*** INPUT DATA

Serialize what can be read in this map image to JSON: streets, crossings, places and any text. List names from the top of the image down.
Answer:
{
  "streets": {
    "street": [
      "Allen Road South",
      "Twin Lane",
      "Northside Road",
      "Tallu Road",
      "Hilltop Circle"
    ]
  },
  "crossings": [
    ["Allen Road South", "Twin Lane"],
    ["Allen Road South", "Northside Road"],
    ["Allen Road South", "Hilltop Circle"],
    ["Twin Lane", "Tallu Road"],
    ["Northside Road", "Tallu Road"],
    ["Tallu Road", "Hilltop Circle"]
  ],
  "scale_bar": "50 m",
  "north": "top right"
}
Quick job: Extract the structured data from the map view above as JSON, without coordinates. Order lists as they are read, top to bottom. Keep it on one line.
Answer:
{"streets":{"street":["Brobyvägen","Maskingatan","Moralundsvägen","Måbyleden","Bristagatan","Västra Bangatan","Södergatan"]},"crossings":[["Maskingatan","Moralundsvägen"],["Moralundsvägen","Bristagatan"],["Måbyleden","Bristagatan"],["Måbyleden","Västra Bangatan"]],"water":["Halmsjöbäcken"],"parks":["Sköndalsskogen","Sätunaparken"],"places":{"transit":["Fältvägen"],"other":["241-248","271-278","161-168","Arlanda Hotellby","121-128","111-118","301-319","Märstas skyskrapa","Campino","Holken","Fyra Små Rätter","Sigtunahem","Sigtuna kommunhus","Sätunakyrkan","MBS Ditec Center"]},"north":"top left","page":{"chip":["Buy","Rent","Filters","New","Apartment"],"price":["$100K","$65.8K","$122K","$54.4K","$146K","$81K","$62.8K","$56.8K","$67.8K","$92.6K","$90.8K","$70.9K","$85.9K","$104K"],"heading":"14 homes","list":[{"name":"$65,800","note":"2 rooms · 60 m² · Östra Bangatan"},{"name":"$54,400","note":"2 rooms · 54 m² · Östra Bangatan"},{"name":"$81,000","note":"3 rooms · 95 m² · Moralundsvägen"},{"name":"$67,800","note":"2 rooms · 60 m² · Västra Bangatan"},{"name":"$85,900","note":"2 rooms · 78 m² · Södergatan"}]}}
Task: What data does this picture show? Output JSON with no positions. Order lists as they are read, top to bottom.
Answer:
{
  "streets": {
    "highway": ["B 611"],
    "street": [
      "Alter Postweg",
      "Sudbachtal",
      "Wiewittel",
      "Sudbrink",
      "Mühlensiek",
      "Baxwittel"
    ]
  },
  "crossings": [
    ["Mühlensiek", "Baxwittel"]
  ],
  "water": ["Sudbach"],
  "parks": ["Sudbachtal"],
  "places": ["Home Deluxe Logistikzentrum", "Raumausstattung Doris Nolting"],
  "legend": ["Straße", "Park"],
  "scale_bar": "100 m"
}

******

### REQUIRED ACTION
Reprint the entries above in full, exactly as they are.

### RESPONSE TO THIS EXERCISE
Serialize what can be read in this map image to JSON: streets, crossings, places and any text. List names from the top of the image down.
Answer:
{
  "streets": {
    "street": [
      "Allen Road South",
      "Twin Lane",
      "Northside Road",
      "Tallu Road",
      "Hilltop Circle"
    ]
  },
  "crossings": [
    ["Allen Road South", "Twin Lane"],
    ["Allen Road South", "Northside Road"],
    ["Allen Road South", "Hilltop Circle"],
    ["Twin Lane", "Tallu Road"],
    ["Northside Road", "Tallu Road"],
    ["Tallu Road", "Hilltop Circle"]
  ],
  "scale_bar": "50 m",
  "north": "top right"
}
Quick job: Extract the structured data from the map view above as JSON, without coordinates. Order lists as they are read, top to bottom. Keep it on one line.
Answer:
{"streets":{"street":["Brobyvägen","Maskingatan","Moralundsvägen","Måbyleden","Bristagatan","Västra Bangatan","Södergatan"]},"crossings":[["Maskingatan","Moralundsvägen"],["Moralundsvägen","Bristagatan"],["Måbyleden","Bristagatan"],["Måbyleden","Västra Bangatan"]],"water":["Halmsjöbäcken"],"parks":["Sköndalsskogen","Sätunaparken"],"places":{"transit":["Fältvägen"],"other":["241-248","271-278","161-168","Arlanda Hotellby","121-128","111-118","301-319","Märstas skyskrapa","Campino","Holken","Fyra Små Rätter","Sigtunahem","Sigtuna kommunhus","Sätunakyrkan","MBS Ditec Center"]},"north":"top left","page":{"chip":["Buy","Rent","Filters","New","Apartment"],"price":["$100K","$65.8K","$122K","$54.4K","$146K","$81K","$62.8K","$56.8K","$67.8K","$92.6K","$90.8K","$70.9K","$85.9K","$104K"],"heading":"14 homes","list":[{"name":"$65,800","note":"2 rooms · 60 m² · Östra Bangatan"},{"name":"$54,400","note":"2 rooms · 54 m² · Östra Bangatan"},{"name":"$81,000","note":"3 rooms · 95 m² · Moralundsvägen"},{"name":"$67,800","note":"2 rooms · 60 m² · Västra Bangatan"},{"name":"$85,900","note":"2 rooms · 78 m² · Södergatan"}]}}
Task: What data does this picture show? Output JSON with no positions. Order lists as they are read, top to bottom.
Answer:
{
  "streets": {
    "highway": ["B 611"],
    "street": [
      "Alter Postweg",
      "Sudbachtal",
      "Wiewittel",
      "Sudbrink",
      "Mühlensiek",
      "Baxwittel"
    ]
  },
  "crossings": [
    ["Mühlensiek", "Baxwittel"]
  ],
  "water": ["Sudbach"],
  "parks": ["Sudbachtal"],
  "places": ["Home Deluxe Logistikzentrum", "Raumausstattung Doris Nolting"],
  "legend": ["Straße", "Park"],
  "scale_bar": "100 m"
}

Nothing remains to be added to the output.